Molecular dynamics insights into the healing mechanism and mechanical recovery of fractured nanoporous gold via cold welding

Abstract

Cold welding is a solid-state joining process that achieves atomic bonding without external heat input. It emerges as a critical technology for nanoscale systems, offering unique advantages in connecting, repairing, and regenerating functional nanodevices. Nanoporous metals (NPMs) hold exceptional promise for advanced applications, yet their intrinsic crack-induced mechanical vulnerabilities limit practical deployment. This study pioneers a room-temperature healing strategy for fractured nanoporous gold (NPG) through mechanically-assisted cold welding. By leveraging compressive contact to activate surface diffusion-mediated atomic bonding at nanoscale ligament junctions, we achieve structural restoration with mechanical recovery efficacy dependent on processing parameters (holding time, temperature, and compressive strain) and architectural features (ligament size and relative density). Four distinct ligament healing modes, head-to-head, side-to-side, side-to-head, and unsuccessful connections, are observed.
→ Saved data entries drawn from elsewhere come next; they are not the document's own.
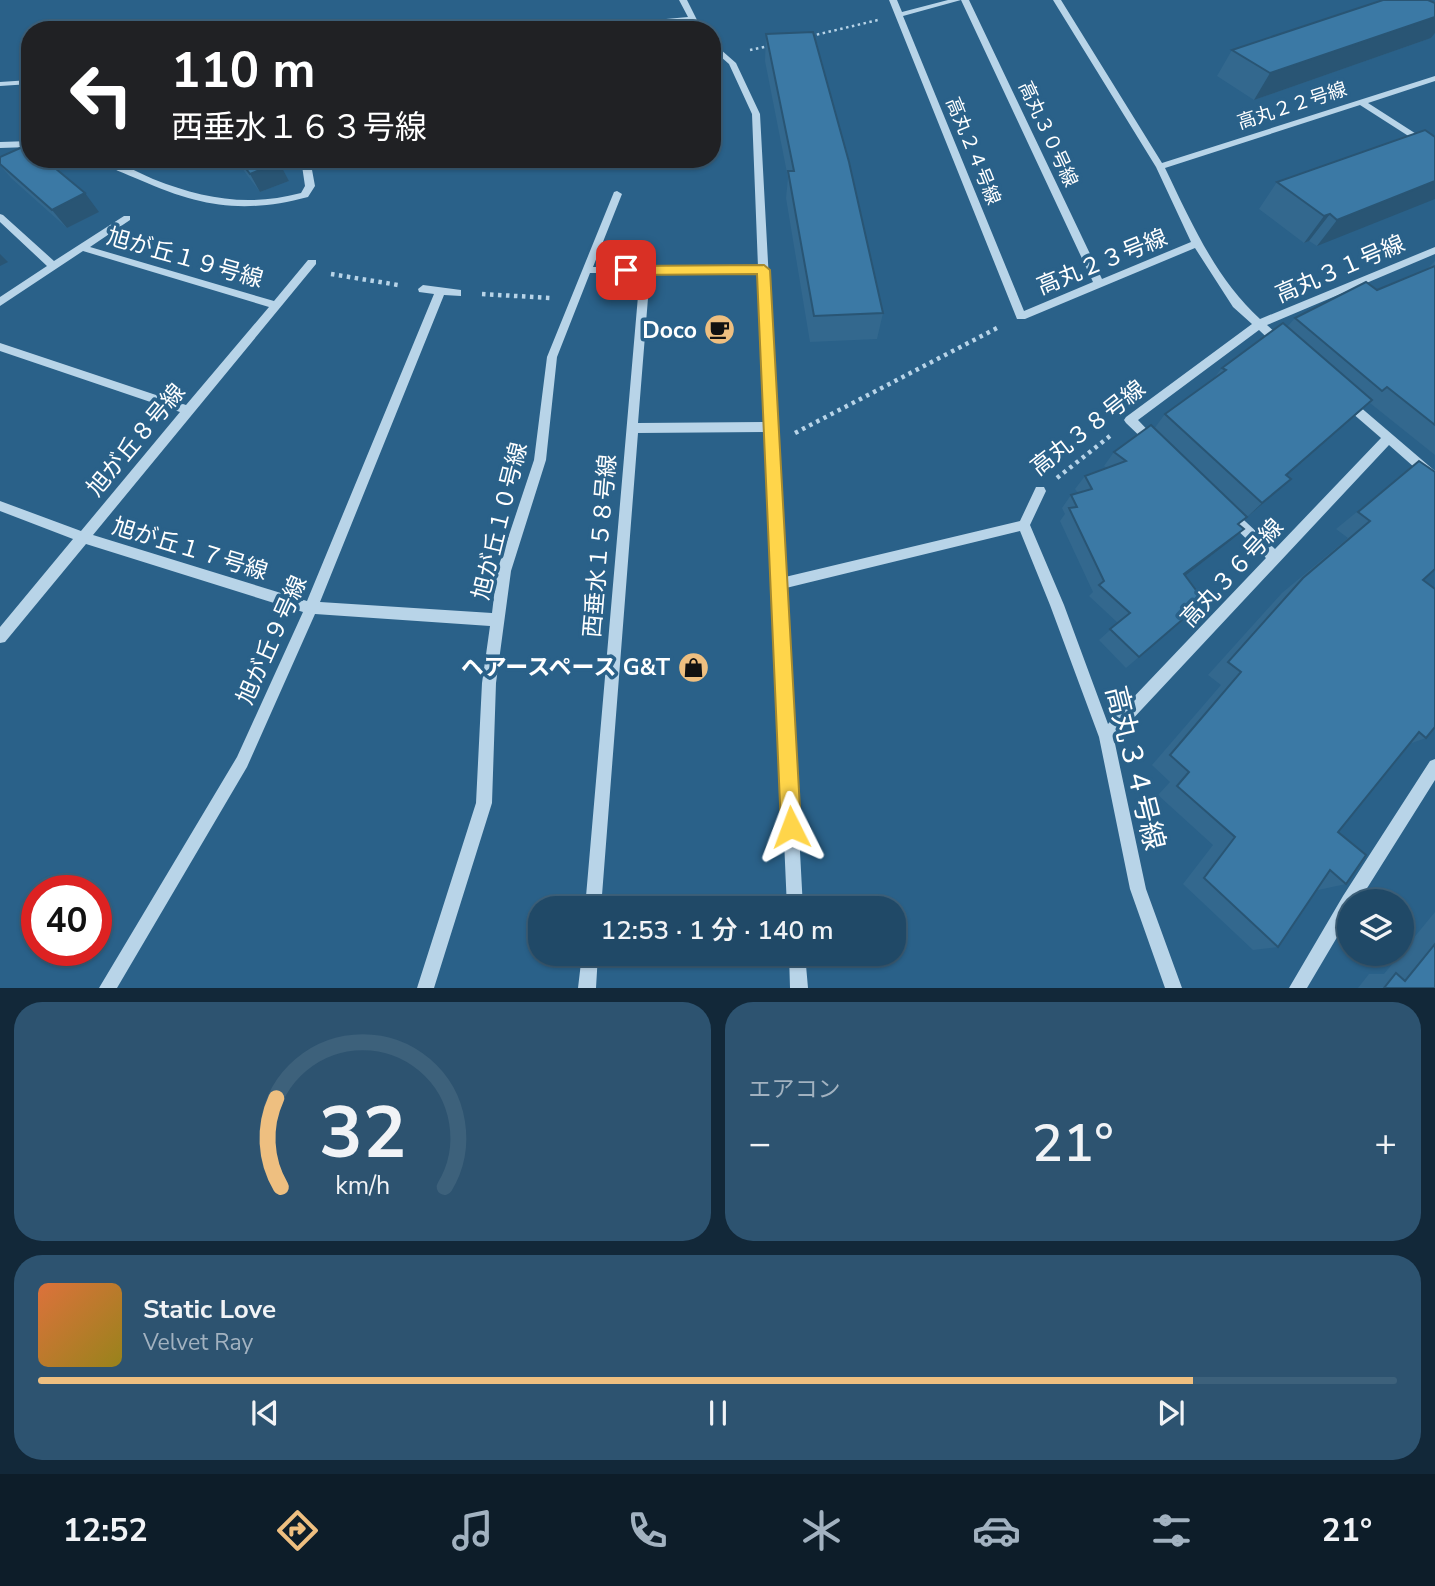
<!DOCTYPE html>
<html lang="ja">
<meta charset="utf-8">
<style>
body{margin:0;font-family:"Nunito Sans","Noto Sans JP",sans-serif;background:#2d5370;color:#f1f3f6;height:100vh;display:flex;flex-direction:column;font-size:26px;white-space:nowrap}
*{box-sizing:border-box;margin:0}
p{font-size:23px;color:#a2b2c0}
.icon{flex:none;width:38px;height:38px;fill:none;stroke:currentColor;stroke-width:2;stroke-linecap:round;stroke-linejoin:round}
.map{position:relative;height:988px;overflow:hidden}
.sheet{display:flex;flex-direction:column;gap:14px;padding:14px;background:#122839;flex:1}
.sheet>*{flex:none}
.banner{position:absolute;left:21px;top:21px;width:700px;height:147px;border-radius:28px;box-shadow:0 2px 5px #0004,0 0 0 2px #3d617b;background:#202124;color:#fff;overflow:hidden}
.fabs{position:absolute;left:1337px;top:889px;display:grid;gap:14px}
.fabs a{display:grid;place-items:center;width:77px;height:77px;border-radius:50%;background:#204967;box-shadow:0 2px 5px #0004,0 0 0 2px #3d617b;font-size:35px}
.speed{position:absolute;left:21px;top:875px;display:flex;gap:14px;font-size:35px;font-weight:700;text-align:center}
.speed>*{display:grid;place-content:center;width:91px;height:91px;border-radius:50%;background:#204967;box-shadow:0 2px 5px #0004,0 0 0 2px #3d617b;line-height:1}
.speed .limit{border:10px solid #d22;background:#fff;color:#111}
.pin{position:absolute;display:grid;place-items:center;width:60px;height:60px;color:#fff;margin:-30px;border-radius:14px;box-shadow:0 4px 10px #0006}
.me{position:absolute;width:77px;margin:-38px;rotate:357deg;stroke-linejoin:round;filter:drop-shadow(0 0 5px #0008)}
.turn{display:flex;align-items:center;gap:24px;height:147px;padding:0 35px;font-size:32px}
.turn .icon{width:91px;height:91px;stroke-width:2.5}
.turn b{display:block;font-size:49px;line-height:60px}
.big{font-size:52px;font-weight:600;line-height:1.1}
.sheet .card{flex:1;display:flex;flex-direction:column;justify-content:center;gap:10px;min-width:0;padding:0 24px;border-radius:28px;background:#2d5370}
.sheet .dial{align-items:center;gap:0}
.dial svg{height:182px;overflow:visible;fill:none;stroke:#3d617b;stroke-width:7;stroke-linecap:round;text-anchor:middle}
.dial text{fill:#f1f3f6;stroke:none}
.song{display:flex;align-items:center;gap:21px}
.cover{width:84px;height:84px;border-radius:10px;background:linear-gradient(135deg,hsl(20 70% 55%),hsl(50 70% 35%))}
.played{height:7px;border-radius:4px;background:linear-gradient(90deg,#eebf80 85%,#3d617b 85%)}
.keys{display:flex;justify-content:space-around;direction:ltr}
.heat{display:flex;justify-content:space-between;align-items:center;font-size:38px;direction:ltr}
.sheet .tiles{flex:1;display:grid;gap:14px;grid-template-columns:1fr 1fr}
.card:last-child{grid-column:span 2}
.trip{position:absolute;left:528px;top:896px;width:378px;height:70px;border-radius:28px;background:#204967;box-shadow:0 2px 5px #0004,0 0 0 2px #3d617b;font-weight:600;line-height:70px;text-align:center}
.dock{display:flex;height:112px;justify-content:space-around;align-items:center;background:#0d1d29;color:#a2b2c0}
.dock .icon{width:49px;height:49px}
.dock .selected{color:#eebf80}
.dock b{font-size:32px;color:#f1f3f6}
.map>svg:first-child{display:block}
</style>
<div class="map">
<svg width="1435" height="988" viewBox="0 0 1435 988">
<rect width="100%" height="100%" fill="#2a6189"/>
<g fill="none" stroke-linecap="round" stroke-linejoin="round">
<path stroke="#b8d4e8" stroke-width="2.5" stroke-dasharray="2.5 3.5" stroke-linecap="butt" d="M811,36L878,20
M750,50L769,46"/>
<path stroke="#b8d4e8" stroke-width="4.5" stroke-dasharray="3.5 4.5" stroke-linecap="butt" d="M331,274L398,285
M482,294L550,298
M795,433L999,327
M1057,478L1110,436"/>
<path fill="#b8d4e8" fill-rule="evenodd" d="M679,0H687L702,30H694L690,21L595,30H563L567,28L688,17Z
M889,0H897L902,12L948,0H961L903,16L1024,311L1093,282L961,0H969L1102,279L1191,242L1156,167L1053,0H1061L1162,163L1435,76V81L1368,103L1435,146V153L1360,105L1165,168C1191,222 1216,279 1260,319L1435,247V254L1267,325L1286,342L1287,345L1286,348H1278L1259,330L1138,420L1159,442L1153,447L1149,445L1126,423L1124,420L1126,417L1252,324L1233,307L1195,248L1025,319H1017Z
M712,42L736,63L760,114L785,577L1020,521L1036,487H1044L1046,491L1030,525L1064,605L1108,724L1266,558L1223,516L1221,512L1223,508L1227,507L1231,508L1275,549L1381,438L1344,406L1342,403L1344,400H1352L1435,471V483L1431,482L1389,445L1114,739L1146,889L1182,988H1165L1130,889L1099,737L1050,605L1020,531L786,588L803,908H787L766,432L638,433L601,908H585L640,273H590L557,357L546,460L511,571L496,683L492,803L434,988H417L476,803L482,683L490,626L315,614L247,767L117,988H99L237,757L303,612L86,544L5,642L0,643V627L73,539L0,511V501L81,531L180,412L0,351V343L186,405L269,307L83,251L0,306V297L47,266L0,222V214L3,215L54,261L124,216H130V220L90,247L274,301L308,260H316V264L93,535L307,601L434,294L419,292L418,289L423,285L461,290V296L444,295L320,602L492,613L497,571L534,460L547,357L614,192L617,191L622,194L593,267H758L752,114L729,64L712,49ZM650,273H759L765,422L638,423Z
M30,80V84L0,86V82Z
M30,141V147L0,148V142Z
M97,159C117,159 134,171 153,179C204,199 248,207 301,193L305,186L301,159H310L315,186L308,197C244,214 201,207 140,180C126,174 109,168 97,159Z
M1435,759V780L1359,901H1349V917L1307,988H1289L1343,896L1430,761Z
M582,954H598L596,988H578Z
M789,954H805L808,988H790Z"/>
</g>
<path fill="#33688e" d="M1435,3V33L1431,38L1254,100L1217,76L1232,50Z
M766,34L883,313L877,339L810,342L786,198L788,178L765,61Z
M1425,130L1317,246L1309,241L1304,243L1259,209L1277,182Z
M0,157L99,212L67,228L11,178L0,165Z
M235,159H277L289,181L260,192Z
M1435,261V455L1370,403L1286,475L1274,494L1239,524L1230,541L1185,575L1204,601L1126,668L1099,640L1118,623L1089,596L1093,592L1060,521L1065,514L1062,508L1071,495L1078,493L1075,489L1085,476L1107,468L1104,466L1114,452L1154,429L1165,414L1214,378L1222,368L1287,327L1295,318L1377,290L1426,270Z
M1419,461L1423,580L1426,738L1409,744L1338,832L1346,884L1318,890L1317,889L1278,947L1253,950L1183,884L1213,845L1158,795L1170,782L1152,765L1221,685L1208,675L1282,593L1348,538L1336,529Z
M1435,912V988H1358L1369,974H1384Z"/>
<path fill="#295574" d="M1435,17V33L1431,38L1254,100L1270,73Z
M279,162L289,181L260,192L250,174Z
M1435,181V199L1317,246L1337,220Z
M85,193L99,212L67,228L52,210Z
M1330,214L1309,241L1304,243L1324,216Z
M0,254L8,262L0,266Z
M1372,400L1353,417L1269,491L1286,475Z
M1291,479L1274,494L1246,518L1262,503Z
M1244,529L1230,541L1172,586L1184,574Z"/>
<path fill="#3b79a5" stroke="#295574" stroke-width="2" d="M1383,0H1428L1435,3V17L1270,73L1232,50Z
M813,32L849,162L883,313L814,316L788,171H794L766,34Z
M1425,130L1435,137V181L1337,220L1330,214L1324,216L1277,182Z
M27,145L30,148V159H44L85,193L52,210L0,164V157Z
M239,159H277L279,162L250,174Z
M1435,266V425L1387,387L1382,391L1295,318L1366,282L1377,290Z
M1283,323L1372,400L1286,475L1291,479L1262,503L1165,414L1226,370L1222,368Z
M1151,425L1247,517L1238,524L1244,529L1184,574L1204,601L1139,657L1110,629L1130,613L1099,585L1104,581L1069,508L1077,507L1071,495L1092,489L1085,476L1126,461L1114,452Z
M1419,461L1435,472V569L1423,580L1435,589V727L1426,738L1419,732L1338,832L1366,855L1346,884L1330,870L1278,947L1204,878L1235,837L1177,786L1189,772L1170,755L1241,672L1228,662L1303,578L1370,521L1358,512Z
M1435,944V988H1384L1396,973L1405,981Z"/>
<path fill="#ffd54a" stroke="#a68a30" stroke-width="2" d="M764,265L770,270L801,827L798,834L791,837L784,834L781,827L757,274L626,275L619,270L626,266Z"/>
<defs>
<symbol id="cafe-disc" viewBox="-11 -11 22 22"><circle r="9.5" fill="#eebf80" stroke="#2a6189"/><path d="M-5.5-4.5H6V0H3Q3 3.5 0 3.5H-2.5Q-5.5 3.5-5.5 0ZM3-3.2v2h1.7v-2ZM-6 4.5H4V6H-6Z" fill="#111"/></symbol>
<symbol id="shop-disc" viewBox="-11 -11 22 22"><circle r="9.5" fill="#eebf80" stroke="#2a6189"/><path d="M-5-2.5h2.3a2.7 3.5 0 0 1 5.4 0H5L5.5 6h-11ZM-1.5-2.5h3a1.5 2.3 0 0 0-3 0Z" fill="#111"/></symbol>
</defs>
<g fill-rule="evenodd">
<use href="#cafe-disc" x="702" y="312" width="35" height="35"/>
<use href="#shop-disc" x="676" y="650" width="35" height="35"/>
</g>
<g text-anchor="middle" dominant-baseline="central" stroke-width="7" stroke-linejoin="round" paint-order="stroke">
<g font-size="19" fill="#fff" stroke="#2a6189">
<text transform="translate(1292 106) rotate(-18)">高丸２２号線</text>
<text transform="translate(1048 134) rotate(65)">高丸３０号線</text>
<text transform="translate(973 151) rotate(68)">高丸２４号線</text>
</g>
<g font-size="23" fill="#fff" stroke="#2a6189">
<text transform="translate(185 258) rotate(16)">旭が丘１９号線</text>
<text transform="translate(1102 262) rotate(-22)">高丸２３号線</text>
<text transform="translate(1340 269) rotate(-23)">高丸３１号線</text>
<text transform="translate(1088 428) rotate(-38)">高丸３８号線</text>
<text transform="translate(136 440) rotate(-50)">旭が丘８号線</text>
<text transform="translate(500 521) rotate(-76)">旭が丘１０号線</text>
<text transform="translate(600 546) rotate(-85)">西垂水１５８号線</text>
<text transform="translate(190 549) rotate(17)">旭が丘１７号線</text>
<text transform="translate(1232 573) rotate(-47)">高丸３６号線</text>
<text transform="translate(272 640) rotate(-66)">旭が丘９号線</text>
</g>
<g font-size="23" font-weight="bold" fill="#fff" stroke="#2a6189" text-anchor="end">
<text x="697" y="330">Doco</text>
<text x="670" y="667">ヘアースペース G&amp;T</text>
</g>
<g font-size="28" fill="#fff" stroke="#2a6189">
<text transform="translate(1135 768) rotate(76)">高丸３４号線</text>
</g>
</g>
</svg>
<div class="fabs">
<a><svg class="icon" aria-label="layers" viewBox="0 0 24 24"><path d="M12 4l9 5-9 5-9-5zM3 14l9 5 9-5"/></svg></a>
</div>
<div class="speed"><div class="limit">40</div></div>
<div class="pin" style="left:626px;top:270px;background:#d93025"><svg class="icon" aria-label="arrive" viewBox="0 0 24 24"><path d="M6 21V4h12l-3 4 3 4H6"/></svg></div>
<svg class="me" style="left:791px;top:827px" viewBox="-20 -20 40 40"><path d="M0-17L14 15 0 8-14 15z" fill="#ffd54a" stroke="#fff" stroke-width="4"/></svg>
<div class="trip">12:53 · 1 分 · 140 m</div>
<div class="banner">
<div class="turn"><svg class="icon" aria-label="left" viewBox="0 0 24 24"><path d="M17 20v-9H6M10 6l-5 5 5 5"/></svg><div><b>110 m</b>西垂水１６３号線</div></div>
</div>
</div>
<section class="sheet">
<div class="tiles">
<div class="card dial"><svg viewBox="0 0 100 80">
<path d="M14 69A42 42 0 1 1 86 69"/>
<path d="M14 69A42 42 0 0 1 12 30" stroke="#eebf80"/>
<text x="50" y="56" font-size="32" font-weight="700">32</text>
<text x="50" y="72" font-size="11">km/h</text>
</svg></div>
<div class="card"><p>エアコン</p>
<div class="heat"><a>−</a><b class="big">21°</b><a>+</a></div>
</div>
<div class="card">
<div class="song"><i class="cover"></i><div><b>Static Love</b><p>Velvet Ray</p></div></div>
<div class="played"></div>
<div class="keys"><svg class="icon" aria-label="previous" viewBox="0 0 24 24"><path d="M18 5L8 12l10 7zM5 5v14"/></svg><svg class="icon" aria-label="pause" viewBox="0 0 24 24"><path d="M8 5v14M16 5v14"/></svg><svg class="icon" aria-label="next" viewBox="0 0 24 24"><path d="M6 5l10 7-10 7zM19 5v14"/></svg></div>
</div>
</div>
</section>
<nav class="dock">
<b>12:52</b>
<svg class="icon selected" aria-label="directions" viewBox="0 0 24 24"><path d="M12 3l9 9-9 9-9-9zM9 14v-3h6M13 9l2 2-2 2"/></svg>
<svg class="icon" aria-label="music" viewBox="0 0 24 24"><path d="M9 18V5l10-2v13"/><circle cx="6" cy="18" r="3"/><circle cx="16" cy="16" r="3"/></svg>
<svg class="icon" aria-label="phone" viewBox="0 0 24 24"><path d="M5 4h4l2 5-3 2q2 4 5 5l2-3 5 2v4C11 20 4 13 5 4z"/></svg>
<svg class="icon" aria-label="climate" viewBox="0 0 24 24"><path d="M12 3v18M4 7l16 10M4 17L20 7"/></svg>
<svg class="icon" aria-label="car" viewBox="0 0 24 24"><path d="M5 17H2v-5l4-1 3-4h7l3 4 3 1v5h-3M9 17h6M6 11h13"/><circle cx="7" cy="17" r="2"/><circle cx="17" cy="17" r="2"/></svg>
<svg class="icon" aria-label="filters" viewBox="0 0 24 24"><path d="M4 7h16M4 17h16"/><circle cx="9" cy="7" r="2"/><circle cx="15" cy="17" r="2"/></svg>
<b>21°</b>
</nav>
During the tension test of the healed material, it is found that substantial dislocation source depletion from prior deformation suppresses dislocation activity. Crucially, the healed architecture undergoes a paradigm shift in deformation mechanics: dominant ligament axial elongation replaces the characteristic bending mode of original structures, accompanied by altered mechanical scaling laws. The methodology demonstrates exceptional repeatability, with multi-cycle fracture-healing tests showing <8% variation in ultimate strength after five cycles. This study provides a viable pathway for repairing nanoscale metallic architectures, offering transformative implications for durable NPM-based device engineering.